▶ [Try it]:
The answer must be the full listing, repeated exactly.

▶ [Data block]:

◆ ◆ ◆

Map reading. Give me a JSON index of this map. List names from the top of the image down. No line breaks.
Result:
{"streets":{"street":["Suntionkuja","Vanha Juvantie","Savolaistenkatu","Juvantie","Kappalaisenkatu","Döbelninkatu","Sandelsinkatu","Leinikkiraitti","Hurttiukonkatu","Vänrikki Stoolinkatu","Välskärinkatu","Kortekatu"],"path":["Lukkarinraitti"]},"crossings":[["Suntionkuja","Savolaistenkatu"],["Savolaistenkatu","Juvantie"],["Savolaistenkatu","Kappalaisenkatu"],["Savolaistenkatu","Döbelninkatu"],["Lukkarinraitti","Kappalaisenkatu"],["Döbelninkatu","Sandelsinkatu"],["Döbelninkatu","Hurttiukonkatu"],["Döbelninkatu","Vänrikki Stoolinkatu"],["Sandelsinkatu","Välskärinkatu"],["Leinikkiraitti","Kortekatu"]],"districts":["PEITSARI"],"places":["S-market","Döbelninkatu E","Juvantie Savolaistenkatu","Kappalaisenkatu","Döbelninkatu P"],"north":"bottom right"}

◆ ◆ ◆

▶ [Solution to this task]:
Map reading. Give me a JSON index of this map. List names from the top of the image down. No line breaks.
Result:
{"streets":{"street":["Suntionkuja","Vanha Juvantie","Savolaistenkatu","Juvantie","Kappalaisenkatu","Döbelninkatu","Sandelsinkatu","Leinikkiraitti","Hurttiukonkatu","Vänrikki Stoolinkatu","Välskärinkatu","Kortekatu"],"path":["Lukkarinraitti"]},"crossings":[["Suntionkuja","Savolaistenkatu"],["Savolaistenkatu","Juvantie"],["Savolaistenkatu","Kappalaisenkatu"],["Savolaistenkatu","Döbelninkatu"],["Lukkarinraitti","Kappalaisenkatu"],["Döbelninkatu","Sandelsinkatu"],["Döbelninkatu","Hurttiukonkatu"],["Döbelninkatu","Vänrikki Stoolinkatu"],["Sandelsinkatu","Välskärinkatu"],["Leinikkiraitti","Kortekatu"]],"districts":["PEITSARI"],"places":["S-market","Döbelninkatu E","Juvantie Savolaistenkatu","Kappalaisenkatu","Döbelninkatu P"],"north":"bottom right"}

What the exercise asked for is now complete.